In memorian (1926-2010)
Augusto Mathias
Ou como mostrar a alma quando não se pode olhá-la no espelho, embora ela esteja ali, nos observando...
Quando olhamos as fortes águas de uma cachoeira, a descerem abaixo ao encontro de outras tantas águas de um rio, as sensações que nos tomam são das mais diversas. Mas acima de tudo, olhamos para o movimento das águas e pensamos – as águas se movem. Todo aquele mover-se nos faz pensar na existência de alguma coisa que está para além da materialidade das águas em movimento, nos leva a tomar ciência de que há algo que se processa para além daquilo que podemos ver. A percepção da imaterialidade do movimento é em última instância a percepção de algo que pertence a uma outra natureza, que está aqui e que não se resume ao físico. O movimento é de outra ordem. A natureza do movimento é metafísica. Isto parece nos mostrar a existência de ao menos duas dimensões de natureza senão no mundo e nas coisas, ao menos em nós, que as percebemos. Ao menos em nós deve existir algo que transcende a própria fisiologia humana.

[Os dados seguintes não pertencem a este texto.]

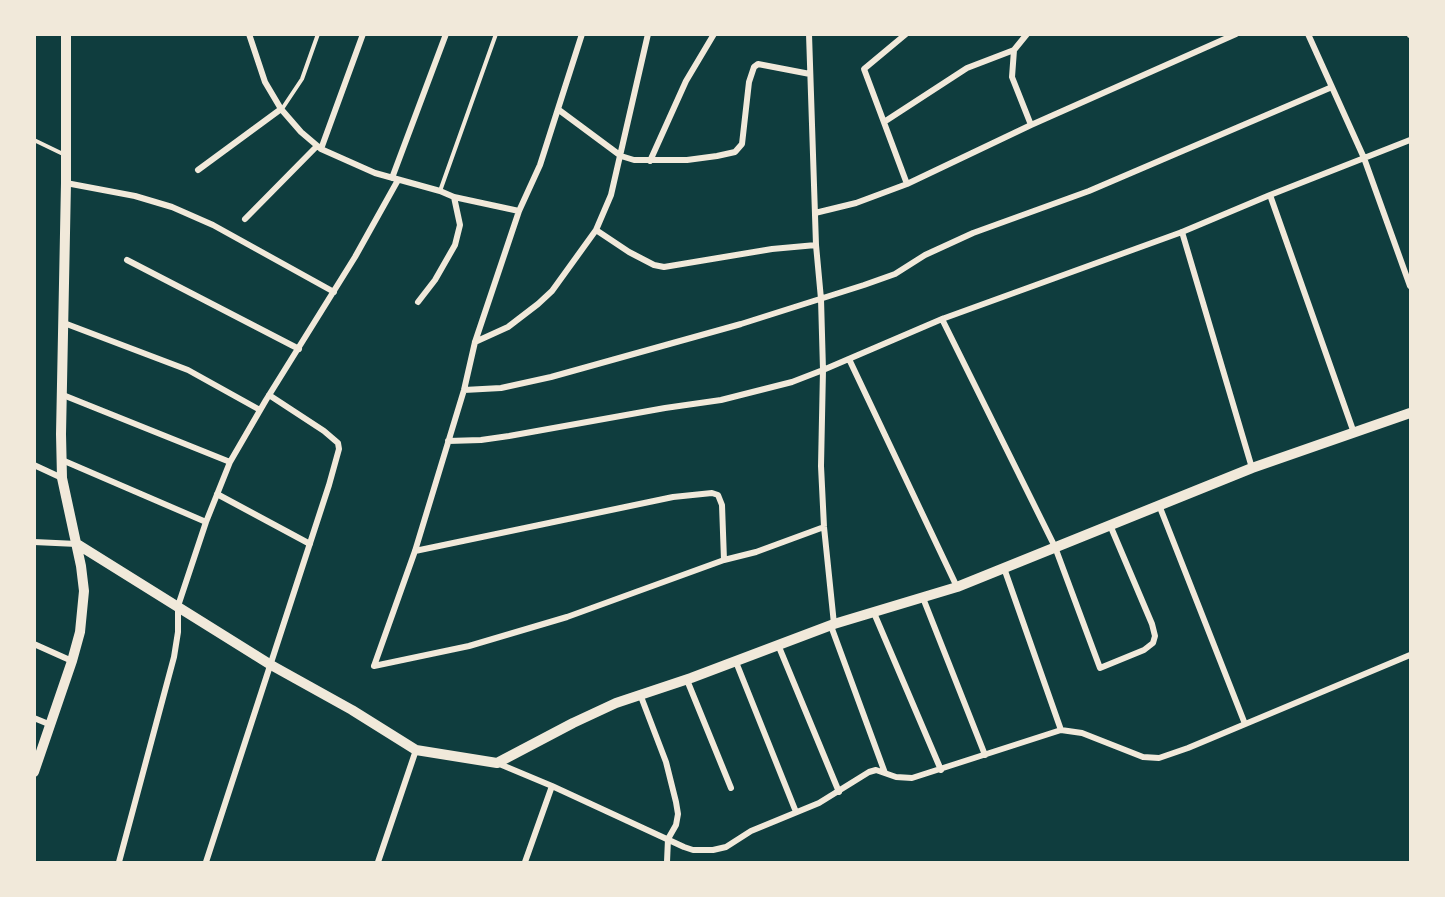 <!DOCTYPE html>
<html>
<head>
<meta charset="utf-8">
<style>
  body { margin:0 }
  #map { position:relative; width:1445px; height:897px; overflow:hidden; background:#0f3d3e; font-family:Jost,sans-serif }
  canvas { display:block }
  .frame { position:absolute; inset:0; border:36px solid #f1e9da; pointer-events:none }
</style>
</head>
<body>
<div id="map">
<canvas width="1445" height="897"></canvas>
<div class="frame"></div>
</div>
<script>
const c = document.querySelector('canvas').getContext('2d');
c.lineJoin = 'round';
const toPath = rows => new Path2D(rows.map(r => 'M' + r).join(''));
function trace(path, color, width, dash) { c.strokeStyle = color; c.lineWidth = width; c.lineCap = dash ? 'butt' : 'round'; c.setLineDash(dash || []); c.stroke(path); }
const service = toPath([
  [282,109,302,79,318,34],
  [34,140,63,154],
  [440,191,496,34]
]);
const minor = toPath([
  [249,34,265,82,281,109,301,132,321,149,375,173,440,191,454,197,519,211],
  [809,34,816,245,821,299,823,370,821,466,824,527,834,624],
  [906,34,864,69,907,184],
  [1027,34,1014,50,1012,77,1031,125],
  [1308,34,1364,158,1410,286],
  [1410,34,1410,35],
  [559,110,621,156,634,160,687,160,717,156,735,152,742,144,749,82,754,67,758,64,810,74],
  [884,122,967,68,1014,50],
  [321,149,363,34],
  [650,161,686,81,714,34],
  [198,170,281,109],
  [392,178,446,34],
  [66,183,135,196,172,207,213,225,334,292],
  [1270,195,1354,433],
  [815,213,856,203,907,184,1031,125,1236,34],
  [245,219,317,146],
  [596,230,629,252,654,265,664,267,772,249,816,245],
  [1182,232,1252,468],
  [127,260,299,349],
  [418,302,435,280,455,245,460,225,454,197],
  [942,319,1055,547,1100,668,1144,650,1153,643,1155,636,1152,624,1110,525],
  [64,323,188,370,260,410],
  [475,342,508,327,538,304,552,291,596,230,611,195,648,34],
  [849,359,957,587],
  [464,390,501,388,551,377,741,324,864,285,895,274,925,255,973,233,1089,191,1332,87],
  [63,395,230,462],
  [448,441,481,440,509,436,665,408,721,400,792,382,823,370,942,319,1182,232,1270,195,1410,140],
  [62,460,206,522],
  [34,465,62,478],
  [217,494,310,544],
  [1159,505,1245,724],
  [34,542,77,544],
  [415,551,673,497,712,493,718,495,722,505,724,560],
  [1004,568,1061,730],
  [923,598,985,755],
  [874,613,941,770],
  [831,626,885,773],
  [34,644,72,661],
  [779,647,839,792],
  [736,662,796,812],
  [374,666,415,551,464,390,475,342,519,211,540,165,582,34],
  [374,666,469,646,567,617,724,560,756,552,824,527],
  [687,680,731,788],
  [640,694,666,762,676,802,678,814,676,825,668,839,667,862],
  [34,718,51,725],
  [497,763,552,786,684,847,693,850,713,850,726,847,751,831,819,803,869,772,876,770,896,777,912,778,1061,730,1082,733,1143,757,1159,758,1188,748,1410,655],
  [119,862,174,657,178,632,178,606,206,522,230,462,266,400,355,257,398,180],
  [206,862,329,485,339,449,338,443,324,431,269,395],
  [378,862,416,750],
  [525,862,552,786]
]);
const tertiary = toPath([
  [77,544,271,665,352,710,416,750,497,763,573,723,616,703,691,678,834,624,957,587,1252,468,1410,413],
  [34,772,72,661,80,632,84,591,81,566,62,478,61,434,66,183,66,34]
]);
trace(service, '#f1e9da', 4);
trace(minor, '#f1e9da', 6);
trace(tertiary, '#f1e9da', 10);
</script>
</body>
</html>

Se tivesse agora de me confessar a alguém sobre meus pecados e concupiscências, tenho certeza de que não seria nada muito diferente daquela primeira vez em que tive de comparecer perante o altar ao lado de um padre, para apresentar a Deus (a ele, na verdade) meus deslizes infanto-juvenis. Já naquela época o essencial de minha natureza se revelava: esta mistura que me é própria e que confluía os desejos lascivos de perversidade sexual e os impulsos constantes em busca do divino. A polaridade sexo-divindade ainda se mantém, embora não mais encarnando aquela arrogante pretensão cristã de macular o corpo em favor da alma. Meus desejos mais fortes se coadunam agora numa espécie de indissociável relação erótica, amorosa, divinal. O prazer suscitado pelo corpo, as sensações de gozo e de fascínio pela prática sexual estão como que imbricadas, sem nenhuma condenação, aos desejos pelo prazer em alcançar o divino. Poderia ser que essa relação revelasse uma tentativa desesperada de tornar santo o promíscuo, mas ao contrário – é antes o divino que se mostra tão mais celestial e intenso quanto for mais intenso e profundo o gozo alcançado pelo sexo. Em outras palavras, não há como negar que o prazer de tocar o próprio ser dos deuses é admiravelmente similar ao orgasmo incontrolável e avassalador. Aquela imagem de um panteão divino casto e celibatário não condiz com a própria noção da divindade e do que seja o divino
Neste ponto, e talvez Schopenhauer tivesse razão, a Vontade é o que subjaz todas as coisas, é o Ser do mundo e de nós mesmos. E em sendo deste modo, a música é a arte por excelência da possibilidade humana de tocar o divino, de vislumbrá-lo, ou ao menos entrevê-lo, visto que sua realização é a própria manifestação da Vontade essencial. O homem é incapaz de existir sem música, sem esse instrumento que lhe permite aos poucos chegar a ver a divindade em sua incessante pulsão erótica. E embora ao longo das eras a música adote certas características particulares, ela sempre será essa força humana de conexão com o divino. Principalmente a música instrumental, como Nietzsche ressaltava, que em sua essencialidade musical nos faz sucumbir à força da Vontade.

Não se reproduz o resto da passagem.